Have any of you guys seen or heard about this chassis yet? I saw some pics on another forum and it looks like a redesign of the super G ... only thinner, lower CG, removable traction magnets, much lighter, etc. 

I was going to post the link to the forum I saw this on, but I didn't know of that was cool or not. Anyway, poke around the forums... you'll find it. I have dial up here at home, so posting a pic would take all night, sorry.


----------



## SwamperGene (Dec 1, 2003)

Pretty wild looking, but I don't see SG in it at all...this is a brush tube setup. 
Does look a bit on the fragile side, but I don't like making assumptions based on a pic, rather wait til it's in hand. Says it's goin' for testing, hope it goes well. :thumbsup:


----------



## lenny (Feb 29, 2000)

SwamperGene said:


> Pretty wild looking, but I don't see SG in it at all...this is a brush tube setup.
> Does look a bit on the fragile side, but I don't like making assumptions based on a pic, rather wait til it's in hand. Says it's goin' for testing, hope it goes well. :thumbsup:


The G-Plus used brush tubes that snapped in place, much like this new TOMY chassis... In fact the sides of this new chassis are cut down low like the G-Plus.


----------



## 1976Cordoba (Sep 20, 2000)

Looks 
















more new slot cars!!!


----------



## SwamperGene (Dec 1, 2003)

lenny said:


> The G-Plus used brush tubes that snapped in place, much like this new TOMY chassis... In fact the sides of this new chassis are cut down low like the G-Plus.

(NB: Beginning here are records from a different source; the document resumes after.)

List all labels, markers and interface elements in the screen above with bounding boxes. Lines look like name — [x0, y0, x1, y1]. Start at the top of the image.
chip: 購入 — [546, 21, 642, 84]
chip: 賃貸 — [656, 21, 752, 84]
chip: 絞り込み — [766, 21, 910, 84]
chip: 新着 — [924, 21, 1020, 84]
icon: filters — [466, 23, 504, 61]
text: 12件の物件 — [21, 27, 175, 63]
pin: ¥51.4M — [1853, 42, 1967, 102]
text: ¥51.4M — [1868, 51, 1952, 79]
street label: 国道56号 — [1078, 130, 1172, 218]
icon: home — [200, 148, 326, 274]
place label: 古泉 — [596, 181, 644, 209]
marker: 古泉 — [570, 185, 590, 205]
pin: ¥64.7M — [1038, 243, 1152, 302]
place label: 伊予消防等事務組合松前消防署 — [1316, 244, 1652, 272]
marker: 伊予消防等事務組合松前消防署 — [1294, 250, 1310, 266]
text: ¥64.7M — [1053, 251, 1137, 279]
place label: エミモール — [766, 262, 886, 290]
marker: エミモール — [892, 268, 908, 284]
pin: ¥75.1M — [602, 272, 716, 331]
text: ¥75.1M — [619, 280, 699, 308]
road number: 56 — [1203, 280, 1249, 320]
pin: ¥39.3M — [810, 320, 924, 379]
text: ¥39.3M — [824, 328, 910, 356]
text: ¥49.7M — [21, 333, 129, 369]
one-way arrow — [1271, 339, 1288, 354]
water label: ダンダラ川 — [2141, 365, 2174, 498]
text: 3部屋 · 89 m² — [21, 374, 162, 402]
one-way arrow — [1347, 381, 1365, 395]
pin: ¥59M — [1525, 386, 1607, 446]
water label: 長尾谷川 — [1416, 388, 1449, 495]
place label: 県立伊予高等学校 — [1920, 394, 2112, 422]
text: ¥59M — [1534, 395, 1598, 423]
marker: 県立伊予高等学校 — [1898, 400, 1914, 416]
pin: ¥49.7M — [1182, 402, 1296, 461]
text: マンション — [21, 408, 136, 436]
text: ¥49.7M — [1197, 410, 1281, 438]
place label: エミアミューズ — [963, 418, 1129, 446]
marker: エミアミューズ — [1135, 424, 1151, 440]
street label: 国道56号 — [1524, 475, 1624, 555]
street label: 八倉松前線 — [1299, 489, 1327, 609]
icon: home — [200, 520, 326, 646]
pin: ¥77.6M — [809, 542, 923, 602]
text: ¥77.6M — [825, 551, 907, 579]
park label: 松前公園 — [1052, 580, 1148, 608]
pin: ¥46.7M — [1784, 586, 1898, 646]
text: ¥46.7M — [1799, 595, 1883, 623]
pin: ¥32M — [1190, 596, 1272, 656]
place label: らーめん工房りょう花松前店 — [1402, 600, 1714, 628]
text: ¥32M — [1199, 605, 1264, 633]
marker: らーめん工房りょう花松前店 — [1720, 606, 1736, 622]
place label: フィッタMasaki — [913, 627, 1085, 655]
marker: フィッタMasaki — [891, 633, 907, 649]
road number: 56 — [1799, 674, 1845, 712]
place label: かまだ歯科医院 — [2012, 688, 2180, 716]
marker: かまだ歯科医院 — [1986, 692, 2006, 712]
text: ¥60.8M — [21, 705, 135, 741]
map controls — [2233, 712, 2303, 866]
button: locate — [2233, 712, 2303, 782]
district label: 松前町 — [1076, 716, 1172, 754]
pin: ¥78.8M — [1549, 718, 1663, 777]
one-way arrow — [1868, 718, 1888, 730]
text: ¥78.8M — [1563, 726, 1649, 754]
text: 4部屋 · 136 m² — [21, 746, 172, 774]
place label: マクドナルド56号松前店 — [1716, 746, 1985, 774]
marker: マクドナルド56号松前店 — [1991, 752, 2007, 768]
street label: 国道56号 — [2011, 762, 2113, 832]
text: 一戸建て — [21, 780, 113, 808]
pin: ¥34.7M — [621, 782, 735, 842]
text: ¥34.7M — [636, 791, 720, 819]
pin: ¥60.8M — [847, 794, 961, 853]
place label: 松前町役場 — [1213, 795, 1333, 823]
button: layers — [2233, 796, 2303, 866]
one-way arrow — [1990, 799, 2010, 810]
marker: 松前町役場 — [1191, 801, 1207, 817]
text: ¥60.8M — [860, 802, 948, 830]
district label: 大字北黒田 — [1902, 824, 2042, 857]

Absolutely, that was my first thought too, it looks very much like a modern day G+ might....even the gearbox shape.


----------



## Montoya1 (May 14, 2004)

Can't see a prob lifting those images from SCI since they are not actually hosted there.


----------



## vaBcHRog (Feb 19, 2003)

The cool thing is that it has 1.7 inch wheelbase. Many Many existing diecast will fit it. Unfortunatley it is not narrow enough for the older vintage Gran Prix cars that I want to make  Howver When I get my hand on one I plan on narrowing the chassis as much as I can to see how thin I can make it.

Roger Corrie


----------



## Bill Hall (Jan 6, 2007)

I'm very excited to see this ...narrow and slung.

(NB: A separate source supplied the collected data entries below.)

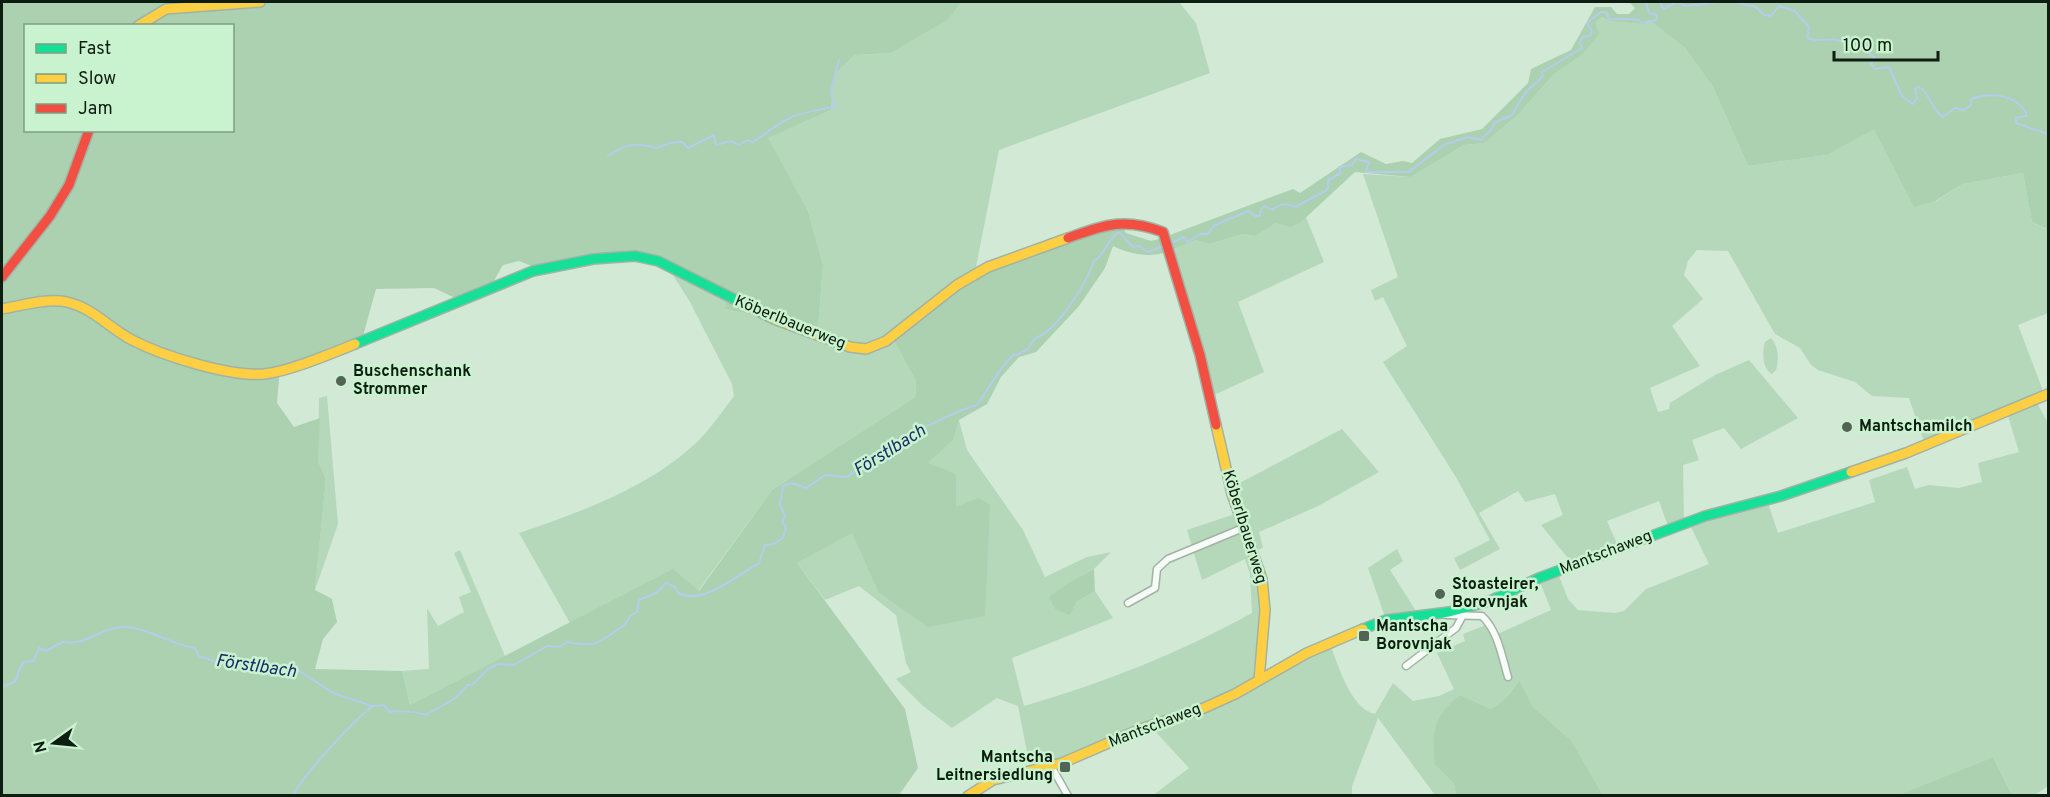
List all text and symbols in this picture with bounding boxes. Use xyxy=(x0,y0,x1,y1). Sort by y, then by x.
legend xyxy=(24,24,234,132)
scale bar xyxy=(1834,24,1938,62)
text: 100 m xyxy=(1843,35,1892,58)
text: Fast xyxy=(78,38,111,61)
text: Slow xyxy=(78,68,116,91)
text: Jam xyxy=(78,98,113,121)
street label: Köberlbauerweg xyxy=(731,292,849,354)
place label: Buschenschank Strommer xyxy=(353,362,471,400)
marker: Buschenschank Strommer xyxy=(334,374,348,388)
place label: Mantschamilch xyxy=(1859,417,1973,437)
water label: Förstlbach xyxy=(850,420,931,482)
marker: Mantschamilch xyxy=(1840,420,1854,434)
street label: Köberlbauerweg xyxy=(1217,468,1271,586)
street label: Mantschaweg xyxy=(1557,526,1655,580)
place label: Stoasteirer, Borovnjak xyxy=(1452,575,1539,613)
marker: Stoasteirer, Borovnjak xyxy=(1433,587,1447,601)
place label: Mantscha Borovnjak xyxy=(1376,617,1452,655)
marker: Mantscha Borovnjak xyxy=(1357,629,1371,643)
water label: Förstlbach xyxy=(214,650,298,684)
street label: Mantschaweg xyxy=(1106,699,1204,753)
north arrow xyxy=(24,713,84,773)
text: N xyxy=(30,738,53,755)
place label: Mantscha Leitnersiedlung xyxy=(936,748,1053,786)
marker: Mantscha Leitnersiedlung xyxy=(1058,760,1072,774)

It's a Mag car "slimmy".... Hot Darn!...I see mischief ahead!


----------



## JordanZ870 (Nov 25, 2004)

Bill Hall said:


> I'm very excited to see this ...narrow and slung.
> 
> It's a Mag car "slimmy".... Hot Darn!...I see mischief ahead!


I agree...mixed with a bit of proper carnage!:thumbsup:


----------



## 1976Cordoba (Sep 20, 2000)

Pics brightened to bring out details -- standard issue Super G+ on the left, new chassis on the right and bottom.


----------



## RacerDave (Mar 28, 2006)

Very cool. Looks like the modern evolution of the old Aurora G+. Even if it did take a few decades. Who's counting. Looking forward to trying these out, especially with that new F1 bod. AFX fan for life, Dave.


----------



## videojimmy (Jan 12, 2006)

It's begging to power some custom Hot Rods. 
Look at all that room up front... for a nice big chrome engine. 

I wonder how this chassis might sit under a Led Sled, or a T-bucket?


----------



## T-Jet Racer (Nov 16, 2006)

if you cut off the extra armature in front and drill I see it in a T-Jet. add screw mounts done!


----------



## vaBcHRog (Feb 19, 2003)

videojimmy said:


> It's begging to power some custom Hot Rods.
> Look at all that room up front... for a nice big chrome engine.
> 
> I wonder how this chassis might sit under a Led Sled, or a T-bucket?


It is basically the same width as a TJET so if its wide enough for a TJET the Led Sled or T-Bucket will work for this chassis. Its going to be fun making bodies for this. Just about anything except the older narrow Grand Prix /F1 cars will work.

Roger Corrie


----------



## tjettim (Nov 29, 2005)

There is supposedly a shorter wheelbase version comming also.
The whole car with body is said to weigh less than the Super G
rolling chassis alone weighs.Should be fun.Lexan bodies specificaly
designed for the Mega g could be made real low.


----------



## Montoya1 (May 14, 2004)

I'd like to see that (Lexans). Bob Dame of HOST seems to be the hot lexan guy right now, anybody got his email could they put the idea to him?


----------



## tjettim (Nov 29, 2005)

I will ask him,as soon as he gets my Lola VDS done.


----------



## Montoya1 (May 14, 2004)

Cool.

I imagine that some racers will only want stuff for the 1.5'' chassis out in Jan but I fancy some low long lexans for the 1.7''


----------